### Extracted material:

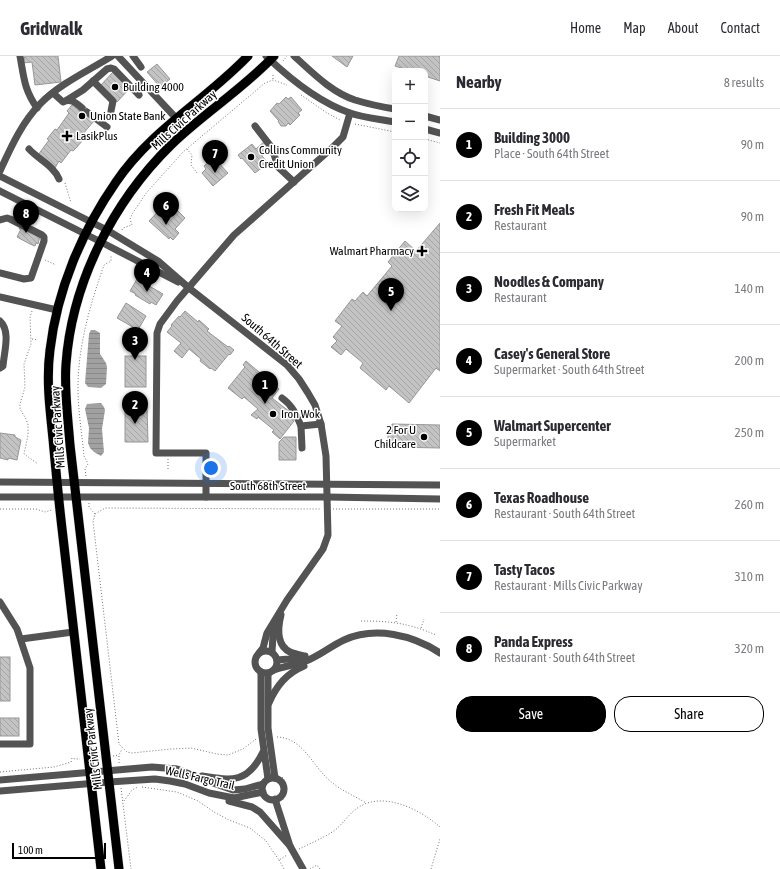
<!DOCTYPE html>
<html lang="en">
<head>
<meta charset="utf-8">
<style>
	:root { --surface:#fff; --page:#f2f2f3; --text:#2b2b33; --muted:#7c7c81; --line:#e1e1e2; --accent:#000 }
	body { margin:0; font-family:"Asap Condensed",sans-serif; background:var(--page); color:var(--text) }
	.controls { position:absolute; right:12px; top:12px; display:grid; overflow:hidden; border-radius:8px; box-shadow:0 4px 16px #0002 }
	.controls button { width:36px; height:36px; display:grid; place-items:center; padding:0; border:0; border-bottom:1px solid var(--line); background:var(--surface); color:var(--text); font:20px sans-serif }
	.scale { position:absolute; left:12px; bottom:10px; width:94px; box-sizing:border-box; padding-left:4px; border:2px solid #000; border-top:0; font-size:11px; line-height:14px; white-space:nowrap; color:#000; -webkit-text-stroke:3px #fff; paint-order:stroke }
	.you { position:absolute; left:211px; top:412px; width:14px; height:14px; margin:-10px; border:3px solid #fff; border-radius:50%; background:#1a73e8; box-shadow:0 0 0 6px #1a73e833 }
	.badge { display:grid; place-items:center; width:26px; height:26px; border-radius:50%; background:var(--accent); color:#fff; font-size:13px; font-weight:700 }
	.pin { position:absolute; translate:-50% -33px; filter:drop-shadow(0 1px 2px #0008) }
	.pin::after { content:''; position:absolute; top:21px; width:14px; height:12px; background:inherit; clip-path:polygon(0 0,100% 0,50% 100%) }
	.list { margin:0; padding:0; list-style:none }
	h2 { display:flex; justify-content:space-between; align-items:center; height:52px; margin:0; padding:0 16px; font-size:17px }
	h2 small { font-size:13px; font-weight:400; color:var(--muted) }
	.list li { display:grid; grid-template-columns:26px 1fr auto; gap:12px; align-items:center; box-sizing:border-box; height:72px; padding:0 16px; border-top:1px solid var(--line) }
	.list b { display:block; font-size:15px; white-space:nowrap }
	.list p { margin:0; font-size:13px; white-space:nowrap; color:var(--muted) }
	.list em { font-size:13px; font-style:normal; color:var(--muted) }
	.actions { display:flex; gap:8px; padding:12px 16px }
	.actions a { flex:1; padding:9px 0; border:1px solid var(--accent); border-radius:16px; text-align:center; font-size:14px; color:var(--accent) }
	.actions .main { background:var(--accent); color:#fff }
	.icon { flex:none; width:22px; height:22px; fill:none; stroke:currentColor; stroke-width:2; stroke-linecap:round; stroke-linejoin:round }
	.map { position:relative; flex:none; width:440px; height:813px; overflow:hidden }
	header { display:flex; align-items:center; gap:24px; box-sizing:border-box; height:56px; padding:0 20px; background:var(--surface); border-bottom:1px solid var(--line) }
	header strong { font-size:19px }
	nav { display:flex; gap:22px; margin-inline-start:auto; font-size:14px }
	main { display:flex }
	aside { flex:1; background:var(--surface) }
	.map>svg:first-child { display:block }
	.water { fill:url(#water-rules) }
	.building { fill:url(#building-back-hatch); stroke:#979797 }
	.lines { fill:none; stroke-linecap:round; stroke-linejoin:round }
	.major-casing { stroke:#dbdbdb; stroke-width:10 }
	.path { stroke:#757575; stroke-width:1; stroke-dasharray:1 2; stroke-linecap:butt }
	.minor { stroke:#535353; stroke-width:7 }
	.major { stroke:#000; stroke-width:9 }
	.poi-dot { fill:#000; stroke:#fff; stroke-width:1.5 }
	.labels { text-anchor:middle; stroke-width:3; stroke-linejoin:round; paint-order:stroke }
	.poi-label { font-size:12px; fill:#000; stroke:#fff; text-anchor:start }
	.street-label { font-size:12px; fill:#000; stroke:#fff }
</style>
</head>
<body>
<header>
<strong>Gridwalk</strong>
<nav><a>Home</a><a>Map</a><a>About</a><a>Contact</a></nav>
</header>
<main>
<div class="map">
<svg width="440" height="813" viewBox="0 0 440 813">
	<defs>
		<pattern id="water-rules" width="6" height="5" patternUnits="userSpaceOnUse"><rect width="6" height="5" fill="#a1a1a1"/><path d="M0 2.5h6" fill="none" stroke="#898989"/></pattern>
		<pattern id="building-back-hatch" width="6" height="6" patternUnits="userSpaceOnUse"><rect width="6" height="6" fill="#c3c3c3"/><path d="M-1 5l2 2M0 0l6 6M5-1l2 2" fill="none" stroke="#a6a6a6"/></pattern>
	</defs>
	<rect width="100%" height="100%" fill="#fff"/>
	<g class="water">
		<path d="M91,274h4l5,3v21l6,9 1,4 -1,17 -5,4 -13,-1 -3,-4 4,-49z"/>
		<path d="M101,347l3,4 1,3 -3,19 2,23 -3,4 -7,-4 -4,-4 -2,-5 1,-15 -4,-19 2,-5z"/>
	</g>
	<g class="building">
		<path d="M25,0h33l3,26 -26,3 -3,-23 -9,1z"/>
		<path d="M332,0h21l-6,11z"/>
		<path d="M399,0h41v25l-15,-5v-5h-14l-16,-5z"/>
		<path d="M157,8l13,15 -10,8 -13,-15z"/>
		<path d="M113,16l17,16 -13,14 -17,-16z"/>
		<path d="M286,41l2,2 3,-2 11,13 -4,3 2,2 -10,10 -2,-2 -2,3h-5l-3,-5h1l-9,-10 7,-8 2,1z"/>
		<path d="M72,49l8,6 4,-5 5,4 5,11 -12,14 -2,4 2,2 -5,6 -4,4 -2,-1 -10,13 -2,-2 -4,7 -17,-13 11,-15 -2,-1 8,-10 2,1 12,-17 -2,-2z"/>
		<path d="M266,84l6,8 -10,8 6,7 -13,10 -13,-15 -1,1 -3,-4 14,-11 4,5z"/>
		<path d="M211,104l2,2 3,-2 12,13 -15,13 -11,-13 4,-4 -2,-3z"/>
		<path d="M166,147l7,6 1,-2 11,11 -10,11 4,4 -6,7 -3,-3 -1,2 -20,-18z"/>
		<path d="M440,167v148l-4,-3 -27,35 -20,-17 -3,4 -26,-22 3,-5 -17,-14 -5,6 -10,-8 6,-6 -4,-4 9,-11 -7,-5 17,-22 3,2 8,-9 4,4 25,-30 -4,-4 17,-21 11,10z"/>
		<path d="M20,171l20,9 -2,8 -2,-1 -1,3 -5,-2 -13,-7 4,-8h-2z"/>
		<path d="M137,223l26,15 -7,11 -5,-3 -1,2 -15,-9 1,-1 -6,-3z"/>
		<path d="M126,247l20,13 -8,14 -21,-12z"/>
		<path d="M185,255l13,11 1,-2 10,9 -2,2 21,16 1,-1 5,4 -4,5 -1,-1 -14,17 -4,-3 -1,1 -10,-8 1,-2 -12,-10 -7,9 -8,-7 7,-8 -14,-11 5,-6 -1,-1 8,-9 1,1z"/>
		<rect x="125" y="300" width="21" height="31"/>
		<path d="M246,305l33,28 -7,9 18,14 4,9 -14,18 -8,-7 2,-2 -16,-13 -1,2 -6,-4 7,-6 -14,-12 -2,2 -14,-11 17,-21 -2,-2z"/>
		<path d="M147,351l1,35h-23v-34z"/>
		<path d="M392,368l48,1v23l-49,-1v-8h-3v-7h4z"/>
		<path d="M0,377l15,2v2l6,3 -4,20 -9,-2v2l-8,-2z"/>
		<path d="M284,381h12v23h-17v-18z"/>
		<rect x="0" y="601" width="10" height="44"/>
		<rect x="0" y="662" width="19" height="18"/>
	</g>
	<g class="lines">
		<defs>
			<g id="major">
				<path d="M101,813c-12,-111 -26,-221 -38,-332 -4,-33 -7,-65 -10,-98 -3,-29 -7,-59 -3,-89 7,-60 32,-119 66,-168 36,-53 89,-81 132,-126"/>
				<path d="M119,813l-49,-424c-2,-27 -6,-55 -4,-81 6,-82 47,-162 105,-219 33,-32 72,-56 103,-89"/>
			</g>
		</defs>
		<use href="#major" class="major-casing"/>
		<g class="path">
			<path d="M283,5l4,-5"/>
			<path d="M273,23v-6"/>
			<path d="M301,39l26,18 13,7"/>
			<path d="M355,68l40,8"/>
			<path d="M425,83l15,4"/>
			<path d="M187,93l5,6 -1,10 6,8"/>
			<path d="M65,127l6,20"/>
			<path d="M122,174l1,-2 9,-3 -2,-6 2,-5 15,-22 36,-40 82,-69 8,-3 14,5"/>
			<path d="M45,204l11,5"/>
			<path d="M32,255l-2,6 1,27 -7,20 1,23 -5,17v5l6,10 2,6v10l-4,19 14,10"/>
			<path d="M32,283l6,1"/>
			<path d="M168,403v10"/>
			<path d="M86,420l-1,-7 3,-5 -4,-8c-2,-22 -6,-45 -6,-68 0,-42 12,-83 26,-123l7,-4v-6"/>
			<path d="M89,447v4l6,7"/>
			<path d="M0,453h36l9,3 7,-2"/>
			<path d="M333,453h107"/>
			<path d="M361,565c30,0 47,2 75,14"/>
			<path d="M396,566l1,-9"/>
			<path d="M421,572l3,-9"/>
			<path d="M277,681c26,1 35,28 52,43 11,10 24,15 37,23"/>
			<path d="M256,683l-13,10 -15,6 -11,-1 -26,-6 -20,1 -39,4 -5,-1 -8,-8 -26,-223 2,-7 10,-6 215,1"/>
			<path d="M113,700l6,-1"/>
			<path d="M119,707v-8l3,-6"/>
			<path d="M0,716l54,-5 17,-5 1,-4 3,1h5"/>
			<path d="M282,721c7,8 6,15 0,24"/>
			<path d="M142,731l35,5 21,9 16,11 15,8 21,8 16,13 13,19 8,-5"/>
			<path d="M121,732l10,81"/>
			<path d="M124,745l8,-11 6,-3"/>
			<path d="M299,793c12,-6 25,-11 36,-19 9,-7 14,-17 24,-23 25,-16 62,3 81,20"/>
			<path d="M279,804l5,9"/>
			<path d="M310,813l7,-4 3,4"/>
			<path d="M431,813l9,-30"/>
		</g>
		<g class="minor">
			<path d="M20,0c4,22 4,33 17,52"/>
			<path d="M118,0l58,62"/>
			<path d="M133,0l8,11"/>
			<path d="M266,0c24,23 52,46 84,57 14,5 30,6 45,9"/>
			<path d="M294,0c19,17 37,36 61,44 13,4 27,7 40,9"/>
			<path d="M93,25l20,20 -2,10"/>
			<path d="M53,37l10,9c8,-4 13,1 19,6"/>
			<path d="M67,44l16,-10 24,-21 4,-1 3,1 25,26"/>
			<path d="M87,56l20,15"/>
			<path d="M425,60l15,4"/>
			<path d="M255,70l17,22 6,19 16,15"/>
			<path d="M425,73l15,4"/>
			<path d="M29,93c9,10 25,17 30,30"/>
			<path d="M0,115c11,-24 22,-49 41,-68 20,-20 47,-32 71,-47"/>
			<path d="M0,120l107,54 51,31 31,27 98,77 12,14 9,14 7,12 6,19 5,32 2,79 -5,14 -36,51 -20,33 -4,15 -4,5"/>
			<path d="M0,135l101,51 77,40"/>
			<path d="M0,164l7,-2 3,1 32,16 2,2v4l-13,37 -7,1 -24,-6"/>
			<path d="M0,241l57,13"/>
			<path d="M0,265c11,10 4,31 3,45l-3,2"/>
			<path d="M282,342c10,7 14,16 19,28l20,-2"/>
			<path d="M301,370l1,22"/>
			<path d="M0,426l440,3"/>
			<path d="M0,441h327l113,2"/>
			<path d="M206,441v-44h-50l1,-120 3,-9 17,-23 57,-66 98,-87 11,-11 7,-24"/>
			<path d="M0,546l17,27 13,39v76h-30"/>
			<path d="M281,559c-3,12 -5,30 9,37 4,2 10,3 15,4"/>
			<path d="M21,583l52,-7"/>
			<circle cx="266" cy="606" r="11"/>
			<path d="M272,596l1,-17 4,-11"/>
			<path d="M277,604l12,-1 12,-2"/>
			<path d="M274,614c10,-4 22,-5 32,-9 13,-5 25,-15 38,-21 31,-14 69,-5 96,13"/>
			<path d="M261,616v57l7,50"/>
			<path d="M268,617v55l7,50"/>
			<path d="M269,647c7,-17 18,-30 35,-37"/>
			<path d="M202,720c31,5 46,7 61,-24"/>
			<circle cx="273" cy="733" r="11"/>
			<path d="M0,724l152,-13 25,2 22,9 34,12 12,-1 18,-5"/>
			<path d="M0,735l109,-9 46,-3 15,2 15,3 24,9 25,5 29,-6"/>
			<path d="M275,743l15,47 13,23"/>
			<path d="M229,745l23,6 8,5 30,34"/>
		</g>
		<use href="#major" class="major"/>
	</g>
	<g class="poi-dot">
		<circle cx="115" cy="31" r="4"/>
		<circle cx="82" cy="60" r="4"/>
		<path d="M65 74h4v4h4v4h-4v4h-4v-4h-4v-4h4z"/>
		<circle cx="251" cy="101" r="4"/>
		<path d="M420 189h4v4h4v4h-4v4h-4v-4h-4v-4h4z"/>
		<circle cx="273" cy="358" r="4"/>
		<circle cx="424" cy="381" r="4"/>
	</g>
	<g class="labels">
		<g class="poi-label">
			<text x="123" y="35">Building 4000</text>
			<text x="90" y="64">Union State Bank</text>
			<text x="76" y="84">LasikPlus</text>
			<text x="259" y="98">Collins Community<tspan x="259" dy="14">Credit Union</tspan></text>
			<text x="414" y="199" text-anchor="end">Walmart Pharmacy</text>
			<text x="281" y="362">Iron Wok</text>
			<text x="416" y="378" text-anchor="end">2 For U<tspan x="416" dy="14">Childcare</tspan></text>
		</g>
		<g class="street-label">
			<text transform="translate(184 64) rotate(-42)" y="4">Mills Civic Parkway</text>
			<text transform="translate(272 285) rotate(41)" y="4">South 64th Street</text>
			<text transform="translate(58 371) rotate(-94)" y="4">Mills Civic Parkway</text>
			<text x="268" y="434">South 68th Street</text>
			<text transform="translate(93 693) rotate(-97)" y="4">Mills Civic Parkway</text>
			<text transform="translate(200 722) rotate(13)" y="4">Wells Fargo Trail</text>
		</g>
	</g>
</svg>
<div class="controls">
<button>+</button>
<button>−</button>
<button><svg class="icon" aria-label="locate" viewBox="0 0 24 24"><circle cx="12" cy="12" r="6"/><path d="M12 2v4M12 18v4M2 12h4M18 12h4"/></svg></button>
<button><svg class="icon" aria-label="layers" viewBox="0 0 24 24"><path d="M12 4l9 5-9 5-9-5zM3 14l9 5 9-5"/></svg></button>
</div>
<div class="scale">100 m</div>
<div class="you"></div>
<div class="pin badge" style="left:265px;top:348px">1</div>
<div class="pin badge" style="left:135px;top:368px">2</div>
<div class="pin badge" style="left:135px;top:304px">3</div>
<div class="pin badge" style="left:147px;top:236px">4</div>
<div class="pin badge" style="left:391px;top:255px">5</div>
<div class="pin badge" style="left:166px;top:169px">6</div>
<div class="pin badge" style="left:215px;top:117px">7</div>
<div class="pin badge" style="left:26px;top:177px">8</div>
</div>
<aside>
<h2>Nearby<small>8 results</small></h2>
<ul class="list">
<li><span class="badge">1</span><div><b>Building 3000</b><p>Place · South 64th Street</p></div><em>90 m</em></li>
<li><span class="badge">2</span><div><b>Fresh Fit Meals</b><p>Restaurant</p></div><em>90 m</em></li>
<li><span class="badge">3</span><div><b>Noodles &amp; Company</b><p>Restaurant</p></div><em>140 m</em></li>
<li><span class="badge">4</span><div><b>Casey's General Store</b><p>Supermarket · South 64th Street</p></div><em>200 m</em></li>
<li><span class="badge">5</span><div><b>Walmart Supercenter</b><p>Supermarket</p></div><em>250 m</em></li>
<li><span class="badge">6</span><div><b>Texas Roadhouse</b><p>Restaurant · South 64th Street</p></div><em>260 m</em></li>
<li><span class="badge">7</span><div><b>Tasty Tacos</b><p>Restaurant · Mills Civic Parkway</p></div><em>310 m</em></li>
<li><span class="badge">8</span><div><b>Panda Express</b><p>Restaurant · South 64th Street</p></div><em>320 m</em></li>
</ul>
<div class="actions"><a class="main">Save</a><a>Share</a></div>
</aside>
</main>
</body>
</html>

### Exercise details:
Look through the data above for the word "auto". Report each line where it occurs.

### Response area:
	.list li { display:grid; grid-template-columns:26px 1fr auto; gap:12px; align-items:center; box-sizing:border-box; height:72px; padding:0 16px; border-top:1px solid var(--line) }
	nav { display:flex; gap:22px; margin-inline-start:auto; font-size:14px }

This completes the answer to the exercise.